The Kane Basin (KB) polar bear sub-population is a small population that is managed jointly by Nunavut and Greenland. Researchers have recently concluded community consultations, and support for the study is high. Data from a study conducted between 1993 and 1997 suggest that the population may be declining, but there is a need for more up to date information.
“I am very pleased to announce this collaborative effort that will help us better understand and sustainably manage this shared polar bear population,” said the Honourable James Arreak, Minister of Environment.
Greenland Minister Ane Hansen agrees with Minister Arreak. “Throughout the study we will be reporting our progress and will release the findings of the study at its completion,” Minister Hansen said.

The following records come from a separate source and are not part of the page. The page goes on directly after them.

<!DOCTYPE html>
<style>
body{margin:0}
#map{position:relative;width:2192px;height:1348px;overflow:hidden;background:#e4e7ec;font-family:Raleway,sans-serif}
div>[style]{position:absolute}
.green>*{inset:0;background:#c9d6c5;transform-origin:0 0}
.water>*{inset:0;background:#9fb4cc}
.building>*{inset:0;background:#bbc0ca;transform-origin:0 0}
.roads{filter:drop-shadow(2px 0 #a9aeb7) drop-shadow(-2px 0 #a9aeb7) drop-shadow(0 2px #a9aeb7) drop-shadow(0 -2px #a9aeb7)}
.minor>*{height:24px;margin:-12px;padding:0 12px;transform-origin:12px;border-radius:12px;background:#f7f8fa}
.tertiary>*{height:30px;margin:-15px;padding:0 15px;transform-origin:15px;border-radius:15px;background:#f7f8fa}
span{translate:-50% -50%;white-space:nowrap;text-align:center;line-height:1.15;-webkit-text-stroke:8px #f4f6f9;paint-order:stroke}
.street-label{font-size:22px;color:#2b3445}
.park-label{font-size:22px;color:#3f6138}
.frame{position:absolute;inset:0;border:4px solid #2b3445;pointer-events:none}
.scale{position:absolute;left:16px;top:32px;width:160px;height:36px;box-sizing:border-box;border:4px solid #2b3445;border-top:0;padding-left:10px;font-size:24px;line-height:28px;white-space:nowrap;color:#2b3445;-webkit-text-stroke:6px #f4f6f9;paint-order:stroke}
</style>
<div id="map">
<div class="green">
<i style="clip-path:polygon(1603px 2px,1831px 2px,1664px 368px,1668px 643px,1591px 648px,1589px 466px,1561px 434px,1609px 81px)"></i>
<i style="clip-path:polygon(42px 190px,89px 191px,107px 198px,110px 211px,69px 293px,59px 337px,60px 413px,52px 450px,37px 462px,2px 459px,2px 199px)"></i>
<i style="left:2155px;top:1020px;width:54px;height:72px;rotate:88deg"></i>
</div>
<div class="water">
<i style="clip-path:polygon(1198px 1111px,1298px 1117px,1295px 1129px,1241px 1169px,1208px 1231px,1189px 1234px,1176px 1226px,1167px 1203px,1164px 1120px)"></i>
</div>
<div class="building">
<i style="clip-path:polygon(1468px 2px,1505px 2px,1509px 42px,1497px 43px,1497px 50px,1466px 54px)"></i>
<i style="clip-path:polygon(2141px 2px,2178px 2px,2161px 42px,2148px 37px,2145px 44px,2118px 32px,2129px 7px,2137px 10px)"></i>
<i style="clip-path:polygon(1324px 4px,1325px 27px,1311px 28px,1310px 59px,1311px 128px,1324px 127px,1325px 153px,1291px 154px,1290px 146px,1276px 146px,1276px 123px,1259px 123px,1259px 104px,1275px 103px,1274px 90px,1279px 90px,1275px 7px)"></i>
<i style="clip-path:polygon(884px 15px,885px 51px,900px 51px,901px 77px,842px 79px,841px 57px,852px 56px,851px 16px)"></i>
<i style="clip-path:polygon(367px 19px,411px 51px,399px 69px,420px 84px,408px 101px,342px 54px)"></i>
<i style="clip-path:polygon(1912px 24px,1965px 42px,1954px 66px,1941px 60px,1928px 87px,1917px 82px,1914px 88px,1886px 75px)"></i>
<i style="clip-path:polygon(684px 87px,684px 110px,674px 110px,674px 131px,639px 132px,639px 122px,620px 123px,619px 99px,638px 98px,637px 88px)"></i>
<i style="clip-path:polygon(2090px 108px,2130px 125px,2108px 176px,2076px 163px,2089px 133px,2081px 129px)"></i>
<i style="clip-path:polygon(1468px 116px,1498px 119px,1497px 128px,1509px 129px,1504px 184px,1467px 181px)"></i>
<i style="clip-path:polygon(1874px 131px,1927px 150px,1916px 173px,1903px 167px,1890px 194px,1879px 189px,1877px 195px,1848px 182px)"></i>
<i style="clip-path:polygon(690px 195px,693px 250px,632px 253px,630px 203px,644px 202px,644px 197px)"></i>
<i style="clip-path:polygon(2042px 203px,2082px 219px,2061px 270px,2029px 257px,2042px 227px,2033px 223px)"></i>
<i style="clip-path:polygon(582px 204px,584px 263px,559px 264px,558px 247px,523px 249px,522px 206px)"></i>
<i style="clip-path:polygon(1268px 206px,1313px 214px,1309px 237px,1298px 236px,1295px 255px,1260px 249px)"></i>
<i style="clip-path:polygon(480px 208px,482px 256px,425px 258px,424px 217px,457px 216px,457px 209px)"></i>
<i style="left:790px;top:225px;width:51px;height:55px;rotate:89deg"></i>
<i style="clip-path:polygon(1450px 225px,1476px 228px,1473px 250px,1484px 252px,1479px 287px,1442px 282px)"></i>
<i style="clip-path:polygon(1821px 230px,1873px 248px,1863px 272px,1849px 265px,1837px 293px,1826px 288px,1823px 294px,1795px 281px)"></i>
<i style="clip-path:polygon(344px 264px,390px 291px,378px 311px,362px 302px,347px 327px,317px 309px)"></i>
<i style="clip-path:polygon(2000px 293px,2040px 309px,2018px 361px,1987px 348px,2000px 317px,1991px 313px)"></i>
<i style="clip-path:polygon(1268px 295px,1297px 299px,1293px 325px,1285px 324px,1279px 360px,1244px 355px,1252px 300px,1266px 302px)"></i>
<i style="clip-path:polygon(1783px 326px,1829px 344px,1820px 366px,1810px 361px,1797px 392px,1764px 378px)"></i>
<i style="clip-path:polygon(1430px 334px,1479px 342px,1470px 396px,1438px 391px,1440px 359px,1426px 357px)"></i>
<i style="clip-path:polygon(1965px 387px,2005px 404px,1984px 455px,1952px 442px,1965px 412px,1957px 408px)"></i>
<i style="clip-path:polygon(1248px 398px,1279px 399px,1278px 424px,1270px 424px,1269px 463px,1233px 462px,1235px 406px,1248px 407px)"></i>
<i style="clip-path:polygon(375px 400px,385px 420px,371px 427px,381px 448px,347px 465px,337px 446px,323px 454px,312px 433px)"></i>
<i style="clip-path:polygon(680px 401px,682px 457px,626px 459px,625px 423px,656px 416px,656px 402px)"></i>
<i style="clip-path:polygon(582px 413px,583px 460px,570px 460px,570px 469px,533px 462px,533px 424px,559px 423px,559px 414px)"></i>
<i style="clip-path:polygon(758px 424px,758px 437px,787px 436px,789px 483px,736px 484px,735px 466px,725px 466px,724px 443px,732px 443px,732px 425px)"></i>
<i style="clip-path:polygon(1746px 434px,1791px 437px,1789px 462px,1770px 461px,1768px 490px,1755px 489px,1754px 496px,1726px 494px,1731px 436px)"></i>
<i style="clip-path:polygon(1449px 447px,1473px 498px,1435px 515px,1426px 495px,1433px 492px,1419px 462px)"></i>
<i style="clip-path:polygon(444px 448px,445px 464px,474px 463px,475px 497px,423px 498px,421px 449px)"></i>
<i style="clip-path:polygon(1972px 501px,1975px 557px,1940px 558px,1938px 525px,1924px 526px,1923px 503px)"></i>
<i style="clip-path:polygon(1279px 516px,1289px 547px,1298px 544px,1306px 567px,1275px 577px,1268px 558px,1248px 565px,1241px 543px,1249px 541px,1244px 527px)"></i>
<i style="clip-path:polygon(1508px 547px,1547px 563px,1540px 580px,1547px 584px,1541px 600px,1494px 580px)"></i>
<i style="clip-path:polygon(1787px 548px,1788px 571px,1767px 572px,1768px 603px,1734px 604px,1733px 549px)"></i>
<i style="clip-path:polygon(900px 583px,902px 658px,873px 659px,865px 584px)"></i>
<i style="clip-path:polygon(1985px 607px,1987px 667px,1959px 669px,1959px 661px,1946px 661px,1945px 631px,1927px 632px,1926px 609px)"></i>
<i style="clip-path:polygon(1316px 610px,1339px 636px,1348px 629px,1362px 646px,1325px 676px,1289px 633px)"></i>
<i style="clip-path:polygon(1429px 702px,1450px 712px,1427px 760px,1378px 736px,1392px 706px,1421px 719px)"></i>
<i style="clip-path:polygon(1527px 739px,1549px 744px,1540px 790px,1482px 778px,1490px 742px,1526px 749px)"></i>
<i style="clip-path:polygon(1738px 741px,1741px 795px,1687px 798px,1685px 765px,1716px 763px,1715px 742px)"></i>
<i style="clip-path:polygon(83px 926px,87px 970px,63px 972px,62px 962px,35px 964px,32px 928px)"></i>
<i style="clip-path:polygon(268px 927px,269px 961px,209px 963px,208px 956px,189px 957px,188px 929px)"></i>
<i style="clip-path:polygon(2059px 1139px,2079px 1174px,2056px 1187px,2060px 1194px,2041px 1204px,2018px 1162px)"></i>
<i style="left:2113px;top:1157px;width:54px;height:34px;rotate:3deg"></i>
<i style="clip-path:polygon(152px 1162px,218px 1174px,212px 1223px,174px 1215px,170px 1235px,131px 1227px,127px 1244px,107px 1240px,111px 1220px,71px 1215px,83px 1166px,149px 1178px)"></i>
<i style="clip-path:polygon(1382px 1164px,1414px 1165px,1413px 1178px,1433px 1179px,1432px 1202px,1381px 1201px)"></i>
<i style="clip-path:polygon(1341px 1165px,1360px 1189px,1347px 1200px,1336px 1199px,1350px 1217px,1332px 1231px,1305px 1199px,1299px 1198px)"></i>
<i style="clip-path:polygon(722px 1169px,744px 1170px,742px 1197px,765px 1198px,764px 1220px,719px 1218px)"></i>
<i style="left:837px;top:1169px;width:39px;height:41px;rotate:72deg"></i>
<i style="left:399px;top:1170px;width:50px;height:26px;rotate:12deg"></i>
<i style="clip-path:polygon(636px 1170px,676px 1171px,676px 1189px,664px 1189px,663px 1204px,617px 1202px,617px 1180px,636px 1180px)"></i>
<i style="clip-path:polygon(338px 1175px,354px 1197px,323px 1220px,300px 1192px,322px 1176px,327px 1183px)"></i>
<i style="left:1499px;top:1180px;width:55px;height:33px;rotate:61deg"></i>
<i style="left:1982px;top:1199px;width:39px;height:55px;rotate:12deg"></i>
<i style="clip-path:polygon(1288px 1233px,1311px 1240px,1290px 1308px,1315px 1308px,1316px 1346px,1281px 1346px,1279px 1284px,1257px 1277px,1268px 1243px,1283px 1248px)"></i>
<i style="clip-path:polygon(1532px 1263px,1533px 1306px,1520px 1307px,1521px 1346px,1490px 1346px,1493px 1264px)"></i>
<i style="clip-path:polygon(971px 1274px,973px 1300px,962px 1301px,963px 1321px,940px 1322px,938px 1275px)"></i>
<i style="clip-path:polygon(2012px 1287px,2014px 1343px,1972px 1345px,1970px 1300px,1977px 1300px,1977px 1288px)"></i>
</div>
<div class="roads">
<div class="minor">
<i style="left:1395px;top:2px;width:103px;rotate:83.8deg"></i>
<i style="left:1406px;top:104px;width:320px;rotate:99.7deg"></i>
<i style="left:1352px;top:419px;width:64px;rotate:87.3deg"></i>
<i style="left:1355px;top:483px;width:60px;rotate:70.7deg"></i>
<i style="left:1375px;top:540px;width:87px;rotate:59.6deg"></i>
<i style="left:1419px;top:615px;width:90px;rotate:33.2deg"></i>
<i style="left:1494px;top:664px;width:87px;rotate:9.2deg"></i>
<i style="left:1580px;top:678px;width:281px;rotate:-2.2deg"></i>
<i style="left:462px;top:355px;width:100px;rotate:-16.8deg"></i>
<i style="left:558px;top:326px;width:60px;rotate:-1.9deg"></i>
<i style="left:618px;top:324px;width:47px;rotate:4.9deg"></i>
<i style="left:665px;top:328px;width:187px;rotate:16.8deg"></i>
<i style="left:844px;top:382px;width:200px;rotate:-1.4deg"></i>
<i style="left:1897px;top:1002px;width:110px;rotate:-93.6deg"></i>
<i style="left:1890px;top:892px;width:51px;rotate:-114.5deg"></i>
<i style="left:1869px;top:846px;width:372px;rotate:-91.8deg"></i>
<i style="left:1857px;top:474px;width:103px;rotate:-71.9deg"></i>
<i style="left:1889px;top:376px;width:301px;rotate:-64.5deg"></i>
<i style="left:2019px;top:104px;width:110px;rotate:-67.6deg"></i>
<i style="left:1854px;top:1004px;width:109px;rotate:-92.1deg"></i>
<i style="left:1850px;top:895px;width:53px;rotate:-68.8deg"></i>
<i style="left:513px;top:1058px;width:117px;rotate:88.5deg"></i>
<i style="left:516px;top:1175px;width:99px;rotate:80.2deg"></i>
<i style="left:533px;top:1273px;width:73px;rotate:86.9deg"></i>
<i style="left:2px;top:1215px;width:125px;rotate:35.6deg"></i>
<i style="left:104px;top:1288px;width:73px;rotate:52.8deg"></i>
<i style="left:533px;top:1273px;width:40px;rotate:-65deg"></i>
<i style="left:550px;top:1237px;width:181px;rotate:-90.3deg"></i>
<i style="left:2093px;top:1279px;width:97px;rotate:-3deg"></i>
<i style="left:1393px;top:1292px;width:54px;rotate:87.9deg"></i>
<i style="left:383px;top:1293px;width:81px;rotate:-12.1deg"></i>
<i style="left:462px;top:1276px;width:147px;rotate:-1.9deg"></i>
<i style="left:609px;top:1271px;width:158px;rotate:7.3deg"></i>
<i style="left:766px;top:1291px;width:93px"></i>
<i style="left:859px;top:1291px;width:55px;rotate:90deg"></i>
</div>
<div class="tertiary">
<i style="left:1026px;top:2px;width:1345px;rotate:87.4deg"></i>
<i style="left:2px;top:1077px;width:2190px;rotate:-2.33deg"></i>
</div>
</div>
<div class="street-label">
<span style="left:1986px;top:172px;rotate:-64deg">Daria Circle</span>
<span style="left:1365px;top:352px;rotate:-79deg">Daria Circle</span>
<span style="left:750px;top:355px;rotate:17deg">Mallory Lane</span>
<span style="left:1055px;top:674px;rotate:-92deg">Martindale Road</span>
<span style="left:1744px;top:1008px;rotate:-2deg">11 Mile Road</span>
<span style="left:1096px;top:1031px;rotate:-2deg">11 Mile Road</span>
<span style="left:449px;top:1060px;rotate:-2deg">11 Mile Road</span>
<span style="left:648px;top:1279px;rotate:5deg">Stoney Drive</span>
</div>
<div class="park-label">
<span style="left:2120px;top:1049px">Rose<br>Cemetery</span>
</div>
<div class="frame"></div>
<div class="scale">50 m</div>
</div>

Both Ministers are committed to keeping Nunavummiut and Kalaallit engaged and informed. The planned 3-year study is part of the management strategy set out by the Canada-Greenland Joint commission, in accordance with the Canada-Greenland Memorandum of Understanding signed in 2009.
The study will investigate the population size and status by means of a non-invasive genetic mark-recapture method. The project is timed to coincide with similar research occurring this fall in the neighboring Baffin Bay subpopulation. In addition to genetic mark-recapture work, researchers will collect data from a small number of collared and ear-tagged bears in Kane Basin to determine the geographic range of the subpopulation.